§ YOUR GOAL
Search the data for the word "radius" and copy every line that contains it.

§ THE DATA
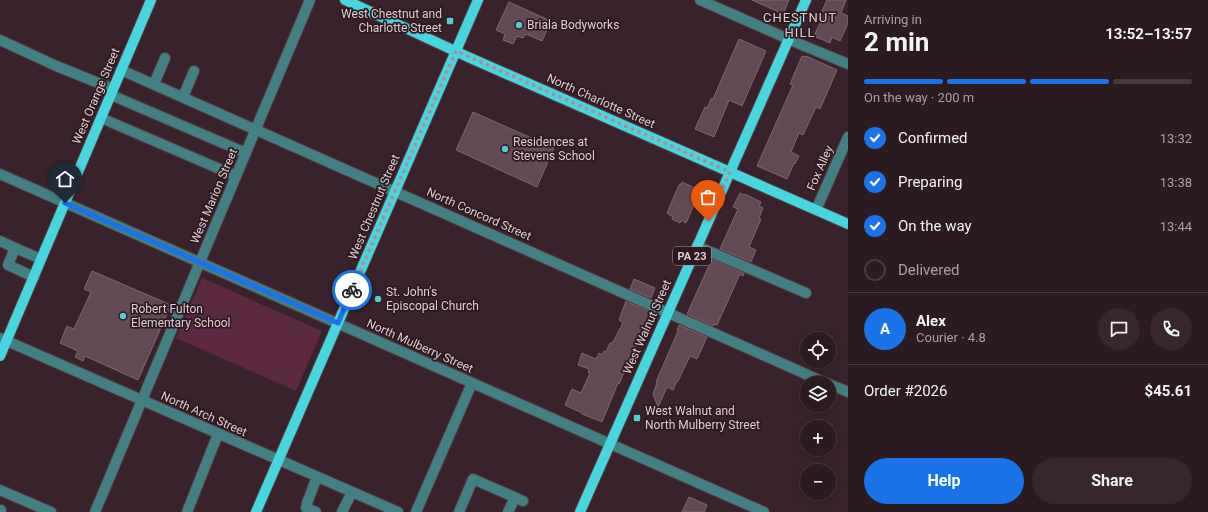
<!DOCTYPE html>
<meta charset="utf-8">
<style>
body{margin:0;font-family:Roboto,sans-serif;background:#37272d;color:#f1f3f6;height:100vh;display:flex;flex-direction:column;font-size:15px;white-space:nowrap}
*{box-sizing:border-box;margin:0}
p{font-size:13px;color:#a6a1a5}
.icon{flex:none;width:22px;height:22px;fill:none;stroke:currentColor;stroke-width:2;stroke-linecap:round;stroke-linejoin:round}
.map{position:relative;flex:1;overflow:hidden}
.sheet{display:flex;flex-direction:column;background:#2b1a20;width:360px}
.sheet>*{flex:none}
.fabs{position:absolute;left:800px;top:332px;display:grid;gap:8px}
.fabs a{display:grid;place-items:center;width:36px;height:36px;border-radius:50%;background:#2b1a20;box-shadow:0 2px 10px #0003,0 0 0 1px #47383e;font-size:20px}
.pin{position:absolute;display:grid;place-items:center;width:34px;height:34px;color:#fff;margin:-41px -17px;border-radius:50% 50% 50% 0;rotate:-45deg;box-shadow:0 0 4px #0007}
.pin .icon{rotate:45deg}
.courier{position:absolute;display:grid;place-items:center;width:40px;height:40px;margin:-20px;border:3px solid #1a73e8;border-radius:50%;background:#fff;color:#222;box-shadow:0 1px 5px #0007}
.head em{font-style:normal;font-weight:700}
.head div{display:flex;flex-direction:column-reverse}
.head{display:flex;align-items:center;justify-content:space-between;height:68px;padding:0 16px}
h1{font-size:26px;font-weight:700;line-height:30px}
.bar{display:grid;grid-template-columns:repeat(4,1fr);gap:6px 4px;align-content:center;height:48px;padding:0 16px}
.bar i{height:5px;border-radius:3px;background:#47383e}
.bar .selected{background:#1a73e8}
.bar p{grid-column:span 4}
.line{display:flex;align-items:center;gap:10px;padding:0 16px;border-top:1px solid #47383e}
.line div{flex:1}
.round{display:grid;place-items:center;flex:none;width:42px;height:42px;border-radius:21px;background:#37272d}
ol{padding:0 16px;list-style:none}
li{display:flex;align-items:center;gap:12px;height:44px}
li p{margin-inline-start:auto}
li .icon{padding:4px;border-radius:50%;background:#1a73e8;color:#fff;stroke-width:4}
li:last-child{color:#a6a1a5}
li i{width:22px;height:22px;border:2px solid #47383e;border-radius:50%}
.action{display:flex;gap:8px;margin-top:auto;padding:8px 16px}
.action a{flex:1;height:46px;border-radius:24px;background:#1a73e8;color:#fff;font-size:16px;font-weight:700;line-height:46px;text-align:center}
.action a+a{background:#37272d;color:#f1f3f6}
main{display:flex;flex:1;min-height:0}
.map>svg:first-child{display:block}
</style>
<main>
<div class="map">
<svg width="848" height="512" viewBox="0 0 848 512">
<rect width="100%" height="100%" fill="#39222b"/>
<!-- green -->
<polygon fill="#5c2a40" points="202,278 322,331 296,391 176,338"/>
<!-- building -->
<g fill="#634953" stroke="#7f656e">
<polygon points="752,0 789,0 783,14"/>
<polygon points="827,0 846,0 841,13 848,16 848,23 840,41 832,37 830,43 814,36 825,12 822,11"/>
<polygon points="509,2 551,21 542,41 526,34 523,38 517,36 513,44 503,40 505,34 496,30"/>
<polygon points="739,39 766,51 742,106 729,100 714,137 695,129 705,107 707,108 711,99 713,99"/>
<polygon points="802,56 806,57 806,56 837,70 820,109 816,107 803,135 799,133 791,152 799,156 795,164 794,163 787,179 757,166 793,85 790,84"/>
<polygon points="473,112 554,148 537,187 456,150"/>
<polygon points="682,182 697,189 695,194 698,196 686,223 681,220 680,223 672,219 673,217 667,213 679,185 680,185"/>
<polygon points="740,193 744,195 745,194 761,202 759,206 763,208 759,218 761,219 749,247 756,250 751,262 720,249 738,209 733,207"/>
<polygon points="712,259 744,273 743,276 740,274 717,325 714,324 713,326 687,314"/>
<polygon points="92,271 171,305 138,380 85,356 83,361 75,357 78,351 60,343 67,326 74,329 91,292 84,289"/>
<polygon points="634,279 655,288 651,298 630,289"/>
<polygon points="626,301 651,312 619,384 618,383 602,422 582,414 582,413 565,405 572,389 581,393 590,373 588,372 589,369 578,365 582,353 596,359 599,353 602,355 604,351 606,352 610,343 611,344 612,342 613,342 623,323 619,320"/>
<polygon points="679,325 707,337 697,359 690,356 678,381 677,381 673,390 667,387 658,407 653,394 657,383 656,382 678,331 677,330"/>
<polygon points="689,497 707,505 704,512 682,512"/>
</g>
<g fill="none" stroke-linecap="round" stroke-linejoin="round">
<defs>
<g id="minor">
<polyline points="700,0 802,45 848,64"/>
<polyline points="0,40 54,65 113,89"/>
<polyline points="121,70 826,383"/>
<polyline points="154,84 165,58"/>
<polyline points="111,95 246,153"/>
<polyline points="183,97 194,71"/>
<polyline points="101,118 236,176"/>
<polyline points="0,174 764,512"/>
<polyline points="816,210 848,137"/>
<polyline points="0,241 15,248"/>
<polyline points="697,246 806,293"/>
<polyline points="34,277 8,265 15,248 41,259"/>
<polyline points="0,338 398,512"/>
<polyline points="829,384 848,392"/>
<polyline points="0,490 51,512"/>
<polyline points="0,510 1,510 0,512"/>
<polyline points="95,512 310,0"/>
<polyline points="187,512 218,434"/>
<polyline points="316,512 306,508 307,503 317,477"/>
<polyline points="342,512 352,492"/>
<polyline points="416,512 472,383"/>
<polyline points="459,512 473,479 523,501"/>
<polyline points="508,512 515,498"/>
</g>
<g id="major">
<polyline points="345,0 468,57 848,224"/>
<polyline points="0,356 151,0"/>
<polyline points="256,512 478,0"/>
<polyline points="580,512 806,0"/>
</g>
</defs>
<!-- minor casing -->
<use href="#minor" stroke="#533e46" stroke-width="12"/>
<!-- major casing -->
<use href="#major" stroke="#533e46" stroke-width="12"/>
<!-- minor -->
<use href="#minor" stroke="#438084" stroke-width="10"/>
<!-- major -->
<use href="#major" stroke="#47d6df" stroke-width="10"/>
</g>
<g fill="none" stroke-linecap="round" stroke-linejoin="round">
<!-- done -->
<polyline stroke="#a49298" stroke-width="4" stroke-dasharray="0 7.2" points="352,290 456,51 730,172 708,221"/>
<!-- route -->
<polyline stroke="#1a73e8" stroke-width="5" points="65,203 338,323 352,290"/>
</g>
<!-- markers -->
<g fill="#51ccd4" stroke="#2e1921" stroke-width="1.5">
<rect x="446" y="17" width="8" height="8" rx="2"/>
<circle cx="519" cy="25" r="4"/>
<circle cx="505" cy="149" r="4"/>
<circle cx="378" cy="299" r="4"/>
<circle cx="123" cy="316" r="4"/>
<rect x="633" y="414" width="8" height="8" rx="2"/>
</g>
<g text-anchor="middle" stroke-width="3.5" stroke-linejoin="round" paint-order="stroke">
<!-- shield labels -->
<rect fill="#2e1921" stroke="#a9989e" stroke-width="1" x="673" y="247" width="38" height="18" rx="3"/>
<g font-size="11" font-weight="bold" fill="#deced3">
<text x="692" y="260">PA 23</text>
</g>
<!-- poi labels -->
<g font-size="12" fill="#deced3" stroke="#2e1921" text-anchor="start">
<text x="442" y="18" text-anchor="end">West Chestnut and<tspan x="442" dy="14">Charlotte Street</tspan></text>
<text x="527" y="29">Briala Bodyworks</text>
<text x="513" y="146">Residences at<tspan x="513" dy="14">Stevens School</tspan></text>
<text x="386" y="296">St. John's<tspan x="386" dy="14">Episcopal Church</tspan></text>
<text x="131" y="313">Robert Fulton<tspan x="131" dy="14">Elementary School</tspan></text>
<text x="645" y="415">West Walnut and<tspan x="645" dy="14">North Mulberry Street</tspan></text>
</g>
<!-- street labels -->
<g font-size="12" fill="#deced3" stroke="#2e1921">
<text transform="translate(96 96) rotate(-67)" y="4">West Orange Street</text>
<text transform="translate(601 101) rotate(24)" y="4">North Charlotte Street</text>
<text transform="translate(820 168) rotate(-66)" y="4">Fox Alley</text>
<text transform="translate(214 196) rotate(-67)" y="4">West Marion Street</text>
<text transform="translate(374 207) rotate(-67)" y="4">West Chestnut Street</text>
<text transform="translate(479 214) rotate(24)" y="4">North Concord Street</text>
<text transform="translate(647 327) rotate(-66)" y="4">West Walnut Street</text>
<text transform="translate(420 346) rotate(24)" y="4">North Mulberry Street</text>
<text transform="translate(204 414) rotate(24)" y="4">North Arch Street</text>
</g>
<!-- neighbourhood labels -->
<g font-size="13" letter-spacing="1" fill="#deced3" stroke="#2e1921">
<text x="800" y="22">CHESTNUT<tspan x="800" dy="15">HILL</tspan></text>
</g>
</g>
</svg>
<div class="fabs">
<a><svg class="icon" aria-label="locate" viewBox="0 0 24 24"><circle cx="12" cy="12" r="6"/><path d="M12 2v4M12 18v4M2 12h4M18 12h4"/></svg></a>
<a><svg class="icon" aria-label="layers" viewBox="0 0 24 24"><path d="M12 4l9 5-9 5-9-5zM3 14l9 5 9-5"/></svg></a>
<a>+</a>
<a>−</a>
</div>
<div class="pin" style="left:708px;top:221px;background:#ea580c"><svg class="icon" aria-label="bag" viewBox="0 0 24 24"><path d="M5 8h14l-1 12H6zM9 8a3 3 0 0 1 6 0"/></svg></div>
<div class="pin" style="left:65px;top:203px;background:#1f2937"><svg class="icon" aria-label="home" viewBox="0 0 24 24"><path d="M3 11l9-7 9 7M6 9v11h12V9"/></svg></div>
<div class="courier" style="left:352px;top:290px"><svg class="icon" aria-label="bike" viewBox="0 0 24 24"><circle cx="6" cy="16" r="4"/><circle cx="18" cy="16" r="4"/><path d="M6 16l4-8h5l3 8M10 8l3 8H6M13 5h3"/></svg></div>
</div>
<section class="sheet">
<div class="head"><div><h1>2 min</h1><p>Arriving in</p></div><em>13:52–13:57</em></div>
<div class="bar"><i class="selected"></i><i class="selected"></i><i class="selected"></i><i></i><p>On the way · 200 m</p></div>
<ol>
<li><svg class="icon" aria-label="check" viewBox="0 0 24 24"><path d="M5 12l5 5 9-10"/></svg>Confirmed<p>13:32</p></li>
<li><svg class="icon" aria-label="check" viewBox="0 0 24 24"><path d="M5 12l5 5 9-10"/></svg>Preparing<p>13:38</p></li>
<li><svg class="icon" aria-label="check" viewBox="0 0 24 24"><path d="M5 12l5 5 9-10"/></svg>On the way<p>13:44</p></li>
<li><i></i>Delivered</li>
</ol>
<div class="line" style="height:72px"><b class="round" style="background:#1a73e8;color:#fff">A</b><div><b>Alex</b><p>Courier · 4.8</p></div><a class="round"><svg class="icon" aria-label="chat" viewBox="0 0 24 24"><path d="M4 5h16v11H9l-5 4z"/></svg></a><a class="round"><svg class="icon" aria-label="phone" viewBox="0 0 24 24"><path d="M5 4h4l2 5-3 2q2 4 5 5l2-3 5 2v4C11 20 4 13 5 4z"/></svg></a></div>
<div class="line" style="height:52px"><div>Order #2026</div><b>$45.61</b></div>
<div class="action"><a>Help</a><a>Share</a></div>
</section>
</main>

§ FINAL ANSWER
.fabs a{display:grid;place-items:center;width:36px;height:36px;border-radius:50%;background:#2b1a20;box-shadow:0 2px 10px #0003,0 0 0 1px #47383e;font-size:20px}
.pin{position:absolute;display:grid;place-items:center;width:34px;height:34px;color:#fff;margin:-41px -17px;border-radius:50% 50% 50% 0;rotate:-45deg;box-shadow:0 0 4px #0007}
.courier{position:absolute;display:grid;place-items:center;width:40px;height:40px;margin:-20px;border:3px solid #1a73e8;border-radius:50%;background:#fff;color:#222;box-shadow:0 1px 5px #0007}
.bar i{height:5px;border-radius:3px;background:#47383e}
.round{display:grid;place-items:center;flex:none;width:42px;height:42px;border-radius:21px;background:#37272d}
li .icon{padding:4px;border-radius:50%;background:#1a73e8;color:#fff;stroke-width:4}
li i{width:22px;height:22px;border:2px solid #47383e;border-radius:50%}
.action a{flex:1;height:46px;border-radius:24px;background:#1a73e8;color:#fff;font-size:16px;font-weight:700;line-height:46px;text-align:center}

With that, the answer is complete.